Di lain sisi jika kita mengacu kepada ketentuan yang
terdapat di dalam surat Al A’raaf (7) ayat 179 berikut ini: “Dan sesungguhnya Kami jadikan
untuk isi neraka Jahannam kebanyakan dari jin dan manusia, mereka mempunyai
hati, tetapi tidak dipergunakannya untuk memahami (ayat-ayat Allah) dan mereka
mempunyai mata (tetapi) tidak dipergunakannya untuk melihat (tanda-tanda
kekuasaan Allah), dan mereka mempunyai telinga (tetapi) tidak dipergunakannya
untuk mendengar (ayat-ayat Allah).
Mereka itu sebagai binatang ternak, bahkan lebih sesat lagi.Mereka itulah
orang-orang yang lalai.” Diri kita akan
disamakan dengan binatang ternak bahkan lebih dari itu oleh Allah SWT jika
sampai kita tidak mampu mempergunakan hati ruhani untuk melihat, untuk merasakan
tanda-tanda kekuasaan Allah SWT yang ada di muka bumi, yang sudah ada bersama
diri kita sehingga kita tidak pernah paham dengan apa yang telah dikemukakan
oleh Allah SWT. Sebagai abd’ (hamba)-Nya yang juga khalifah-Nya di muka bumi,
apakah kita harus turun pangkat dari makhluk yang terhormat menjadi hewan
ternak karena kita ulah kita sendiri yang tidak bisa mempergunakan hati ruhani
sebagaimana mestinya.
7. Hati Nurani merupakan tempat diletakkannya Obat dan
Penyembuh.
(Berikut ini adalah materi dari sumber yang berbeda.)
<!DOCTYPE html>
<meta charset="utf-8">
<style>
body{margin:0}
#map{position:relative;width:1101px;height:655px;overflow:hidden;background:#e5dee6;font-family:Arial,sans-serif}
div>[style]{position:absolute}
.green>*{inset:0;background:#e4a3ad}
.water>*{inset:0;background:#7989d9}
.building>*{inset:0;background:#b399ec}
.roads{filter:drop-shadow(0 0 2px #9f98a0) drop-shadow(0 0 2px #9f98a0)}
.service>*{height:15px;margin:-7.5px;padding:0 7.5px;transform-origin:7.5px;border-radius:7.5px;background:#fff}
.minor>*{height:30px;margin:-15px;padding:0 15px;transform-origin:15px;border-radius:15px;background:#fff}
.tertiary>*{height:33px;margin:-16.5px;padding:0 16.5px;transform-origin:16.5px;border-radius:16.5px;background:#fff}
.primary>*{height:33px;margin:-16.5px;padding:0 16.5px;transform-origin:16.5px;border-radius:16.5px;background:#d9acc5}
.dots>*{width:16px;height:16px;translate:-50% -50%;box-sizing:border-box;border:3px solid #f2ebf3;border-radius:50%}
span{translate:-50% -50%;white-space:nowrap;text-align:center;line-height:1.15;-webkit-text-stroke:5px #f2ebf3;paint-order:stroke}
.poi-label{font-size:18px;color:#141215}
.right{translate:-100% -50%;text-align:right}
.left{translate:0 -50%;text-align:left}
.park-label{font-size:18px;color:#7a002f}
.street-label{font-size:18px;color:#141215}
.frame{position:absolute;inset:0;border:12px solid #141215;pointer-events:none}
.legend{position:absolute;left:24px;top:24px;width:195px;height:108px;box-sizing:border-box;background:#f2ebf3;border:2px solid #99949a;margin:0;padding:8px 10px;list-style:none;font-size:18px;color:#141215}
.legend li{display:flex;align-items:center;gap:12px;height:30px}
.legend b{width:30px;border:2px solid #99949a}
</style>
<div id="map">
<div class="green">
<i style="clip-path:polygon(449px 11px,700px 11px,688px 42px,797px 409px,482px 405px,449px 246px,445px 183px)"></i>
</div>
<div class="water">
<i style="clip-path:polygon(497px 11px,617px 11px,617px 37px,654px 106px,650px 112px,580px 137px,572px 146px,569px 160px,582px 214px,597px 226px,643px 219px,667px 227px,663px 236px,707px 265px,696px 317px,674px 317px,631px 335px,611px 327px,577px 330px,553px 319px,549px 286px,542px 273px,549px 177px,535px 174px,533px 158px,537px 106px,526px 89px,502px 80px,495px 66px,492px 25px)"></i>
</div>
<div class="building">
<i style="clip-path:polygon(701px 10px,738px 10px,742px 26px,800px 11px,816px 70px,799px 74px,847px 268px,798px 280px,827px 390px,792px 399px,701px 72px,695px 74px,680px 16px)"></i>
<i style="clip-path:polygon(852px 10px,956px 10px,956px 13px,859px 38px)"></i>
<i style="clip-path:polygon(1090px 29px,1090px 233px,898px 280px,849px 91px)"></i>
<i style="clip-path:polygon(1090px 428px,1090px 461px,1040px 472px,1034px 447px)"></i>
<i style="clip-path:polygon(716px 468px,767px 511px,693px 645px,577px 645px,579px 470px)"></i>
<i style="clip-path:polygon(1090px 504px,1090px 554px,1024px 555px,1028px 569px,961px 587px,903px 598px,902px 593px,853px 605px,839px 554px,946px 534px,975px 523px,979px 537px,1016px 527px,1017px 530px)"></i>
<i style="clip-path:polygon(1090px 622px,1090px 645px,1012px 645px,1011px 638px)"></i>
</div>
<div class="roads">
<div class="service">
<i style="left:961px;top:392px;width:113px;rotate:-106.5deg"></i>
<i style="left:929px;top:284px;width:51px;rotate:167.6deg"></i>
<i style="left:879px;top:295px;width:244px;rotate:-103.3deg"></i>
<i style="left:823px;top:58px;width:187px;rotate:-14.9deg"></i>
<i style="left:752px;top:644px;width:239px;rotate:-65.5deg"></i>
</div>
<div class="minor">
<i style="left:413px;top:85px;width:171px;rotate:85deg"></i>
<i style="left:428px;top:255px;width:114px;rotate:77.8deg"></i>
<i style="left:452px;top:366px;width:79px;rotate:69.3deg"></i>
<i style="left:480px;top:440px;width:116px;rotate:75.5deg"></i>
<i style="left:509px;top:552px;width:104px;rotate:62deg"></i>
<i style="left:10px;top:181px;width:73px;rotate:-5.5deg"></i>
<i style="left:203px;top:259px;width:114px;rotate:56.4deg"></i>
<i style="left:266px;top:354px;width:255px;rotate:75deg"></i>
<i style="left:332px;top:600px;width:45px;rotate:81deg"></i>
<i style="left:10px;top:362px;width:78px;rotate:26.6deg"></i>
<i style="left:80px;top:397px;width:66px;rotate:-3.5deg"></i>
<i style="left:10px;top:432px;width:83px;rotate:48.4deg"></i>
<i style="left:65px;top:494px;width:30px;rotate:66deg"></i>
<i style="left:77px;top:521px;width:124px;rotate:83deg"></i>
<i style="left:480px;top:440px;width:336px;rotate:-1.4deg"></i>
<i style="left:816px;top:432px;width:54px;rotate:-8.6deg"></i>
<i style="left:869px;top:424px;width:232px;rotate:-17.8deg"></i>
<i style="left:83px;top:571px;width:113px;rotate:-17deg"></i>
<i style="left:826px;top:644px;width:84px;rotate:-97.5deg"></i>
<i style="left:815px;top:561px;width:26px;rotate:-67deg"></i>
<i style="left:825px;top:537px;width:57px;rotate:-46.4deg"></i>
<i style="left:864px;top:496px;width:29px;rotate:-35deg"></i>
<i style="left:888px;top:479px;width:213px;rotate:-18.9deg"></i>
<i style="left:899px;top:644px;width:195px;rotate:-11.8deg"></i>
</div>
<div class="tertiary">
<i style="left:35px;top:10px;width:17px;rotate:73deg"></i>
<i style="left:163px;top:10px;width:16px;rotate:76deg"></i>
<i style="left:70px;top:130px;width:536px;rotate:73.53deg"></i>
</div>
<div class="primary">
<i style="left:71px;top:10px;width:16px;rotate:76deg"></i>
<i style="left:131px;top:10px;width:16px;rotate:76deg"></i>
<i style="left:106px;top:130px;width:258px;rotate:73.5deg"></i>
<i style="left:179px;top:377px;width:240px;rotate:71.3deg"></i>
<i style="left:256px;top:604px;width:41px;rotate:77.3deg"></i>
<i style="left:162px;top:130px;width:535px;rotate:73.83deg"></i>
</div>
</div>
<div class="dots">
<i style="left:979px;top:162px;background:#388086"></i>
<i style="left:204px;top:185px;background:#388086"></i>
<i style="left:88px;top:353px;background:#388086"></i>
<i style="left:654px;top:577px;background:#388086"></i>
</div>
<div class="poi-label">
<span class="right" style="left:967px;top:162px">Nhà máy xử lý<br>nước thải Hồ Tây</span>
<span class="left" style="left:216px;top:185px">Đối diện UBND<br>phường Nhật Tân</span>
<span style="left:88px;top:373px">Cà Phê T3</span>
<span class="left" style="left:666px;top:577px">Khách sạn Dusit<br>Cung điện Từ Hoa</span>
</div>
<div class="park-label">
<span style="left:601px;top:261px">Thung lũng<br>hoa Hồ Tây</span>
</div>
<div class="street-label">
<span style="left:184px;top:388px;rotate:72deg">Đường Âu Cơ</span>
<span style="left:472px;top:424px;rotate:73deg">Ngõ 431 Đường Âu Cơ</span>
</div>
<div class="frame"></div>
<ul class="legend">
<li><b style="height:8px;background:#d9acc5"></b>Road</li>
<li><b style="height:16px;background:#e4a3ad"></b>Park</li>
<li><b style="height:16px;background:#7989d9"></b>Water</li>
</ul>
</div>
Hati nurani juga merupakan tempat diletakkannya obat atau
penyembuh bagi penyakit rasa sedih, rasa gelisah, rasa gundah, sehingga
manusia dapat merasakan ketenangan dari
suatu musi-bah ataupun bencana. Sebagaimana dikemukakan dalam hadits yang kami
kemukakan berikut ini: “Rasulullah
bersabda: Maukah aku tunjukkan kepada kalian mengenai penyakit kalian dan obat
untuk kalian? Bahwasanya penyakit kalian adalah berbuat dosa, sedangkan obatnya
adalah beristighfar. (Hadits Riwayat Adh Dailami,
dari Anas bin Malik). Sekarang nilailah rasa ketenangan itu lalu bandingkan
nilainya dengan harta dan kekayaan yang
kita miliki? Sebagai abd’ (hamba)-Nya
yang juga khalifah-Nya bertanyalah kepada diri sendiri, sudahkah kita merawat hati
nurani sehingga kita mampu keluar dari rasa sedih, rasa resah, rasa gelisah?